イルゼ・コッホ
出典: フリー百科事典『ウィキペディア(Wikipedia)』
イルゼ・コッホ(Irse Koch,1906年9月22日-1967年9月1日)はブーヘンヴァルト強制収容所所長の妻であり、女性看守。
[編集] 経緯
元々はザクセン・ハウゼン強制収容所において看守兼秘書として仕事をしていたところ、1936年夫で親衛隊幹部のカール・コッホと結婚し、翌1937年ブーヘンヴァルト強制収容所に夫に随行した。
[編集] 収容所での行為
夫が収容所の所長の地位であることを楯に収容所で囚人に対して虐待行為を行った。収容所の構内で馬を乗り回し、囚人に鞭を打ったり、死んだ囚人の皮膚でランプシェードやブックカバー、手袋を作るなどの常軌を逸した行動をしたほか、彫り物をしている囚人がいるとその囚人を注射で薬殺し、彫り物の部分を剥いだものを収集するなどし、捕まっていた人、並びに働いていた親衛隊員達からブーヘンヴァルトの雌犬と呼ばれた。

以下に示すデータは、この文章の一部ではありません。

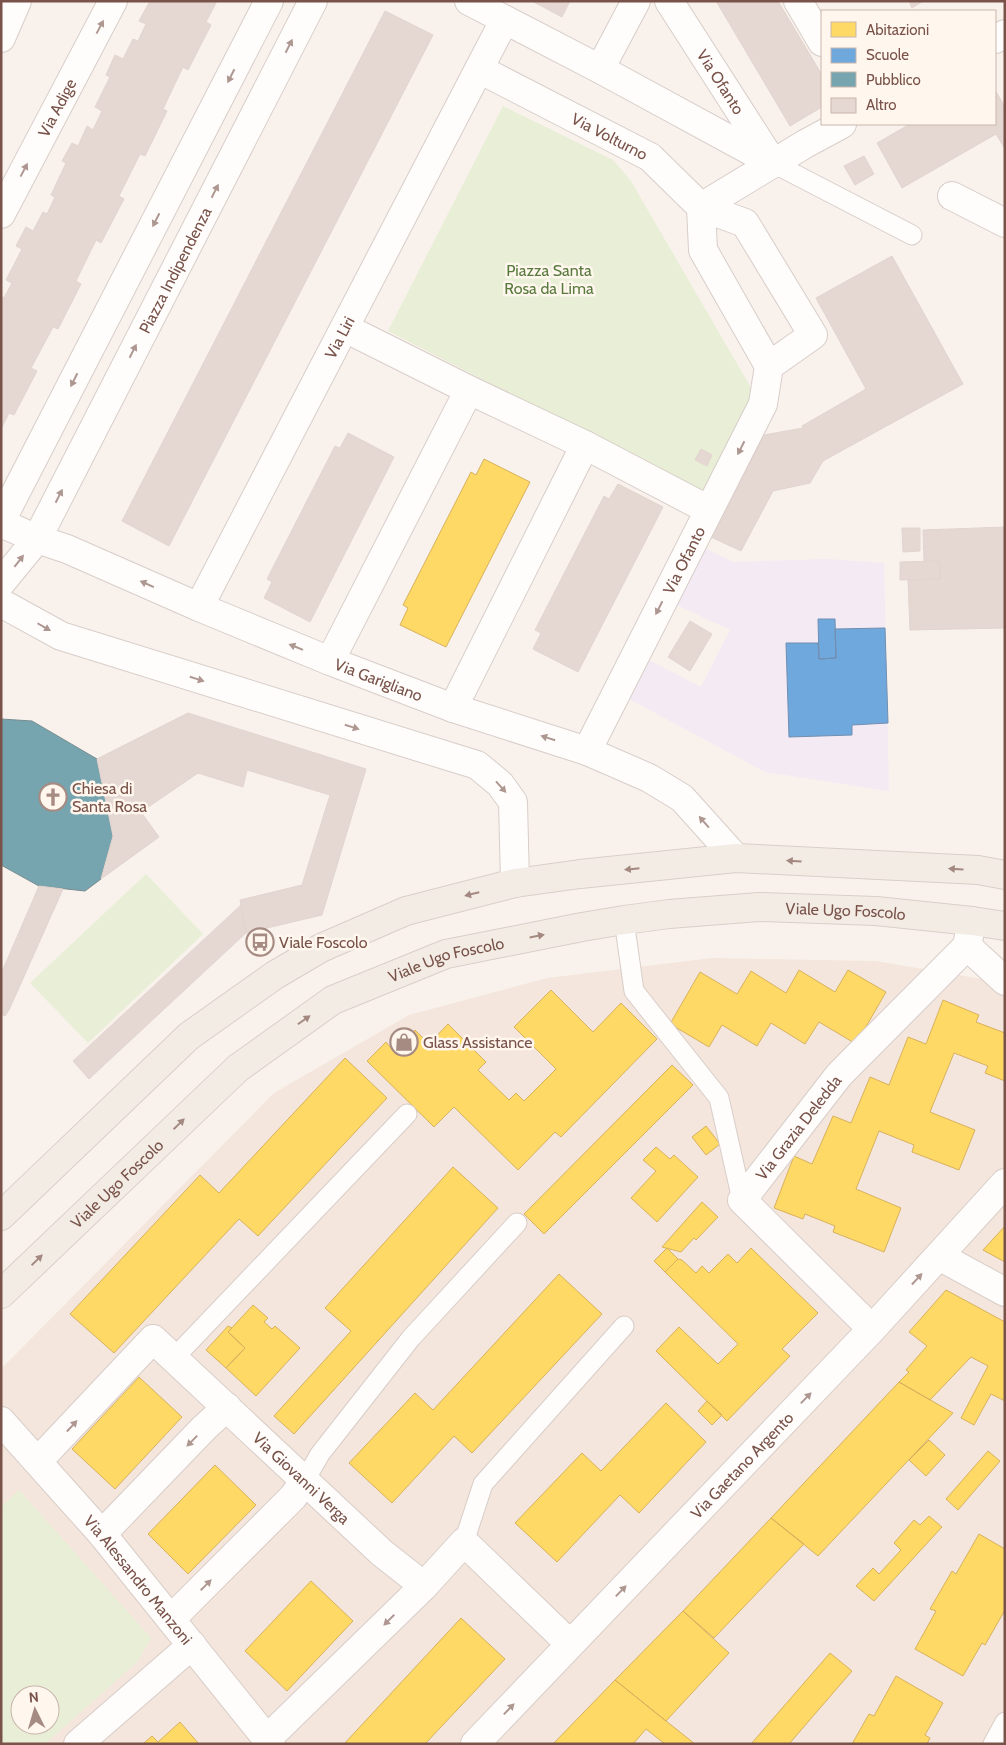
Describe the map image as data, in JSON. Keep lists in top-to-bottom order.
{
  "streets": {
    "main road": ["Viale Ugo Foscolo"],
    "street": [
      "Via Ofanto",
      "Via Adige",
      "Via Volturno",
      "Piazza Indipendenza",
      "Via Liri",
      "Via Garigliano",
      "Via Grazia Deledda",
      "Via Gaetano Argento",
      "Via Giovanni Verga",
      "Via Alessandro Manzoni"
    ]
  },
  "crossings": [
    ["Via Ofanto", "Via Garigliano"],
    ["Via Volturno", "Via Liri"],
    ["Piazza Indipendenza", "Via Garigliano"],
    ["Via Liri", "Via Garigliano"],
    ["Viale Ugo Foscolo", "Via Grazia Deledda"],
    ["Via Giovanni Verga", "Via Alessandro Manzoni"]
  ],
  "one_way": ["Via Gaetano Argento"],
  "parks": ["Piazza Santa Rosa da Lima"],
  "places": {
    "church": ["Chiesa di Santa Rosa"],
    "bus stop": ["Viale Foscolo"],
    "shop": ["Glass Assistance"]
  },
  "legend": [
    "Abitazioni",
    "Scuole",
    "Pubblico",
    "Altro"
  ],
  "north": "top"
}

1943年に夫が収容所における悪事で告発されたとき、イルゼも横領着服容疑で裁判にふされたものの、証拠不十分で無罪となる。
[編集] 戦後の経緯
1947年、アメリカ占領軍によって逮捕され、終身刑を言い渡されるも証拠不十分で懲役4年に減刑され、1949年に恩赦で釈放されるも、ドイツの司法当局はこれを許さず、ドイツ国民への犯罪行為として再度イルゼを告発し、1951年に終身刑を言い渡した。イルゼはあくまで無罪を主張し、国際人権委員会に告発するも相手にされず、1967年息子に「死だけが救い」の文章を残して自殺した。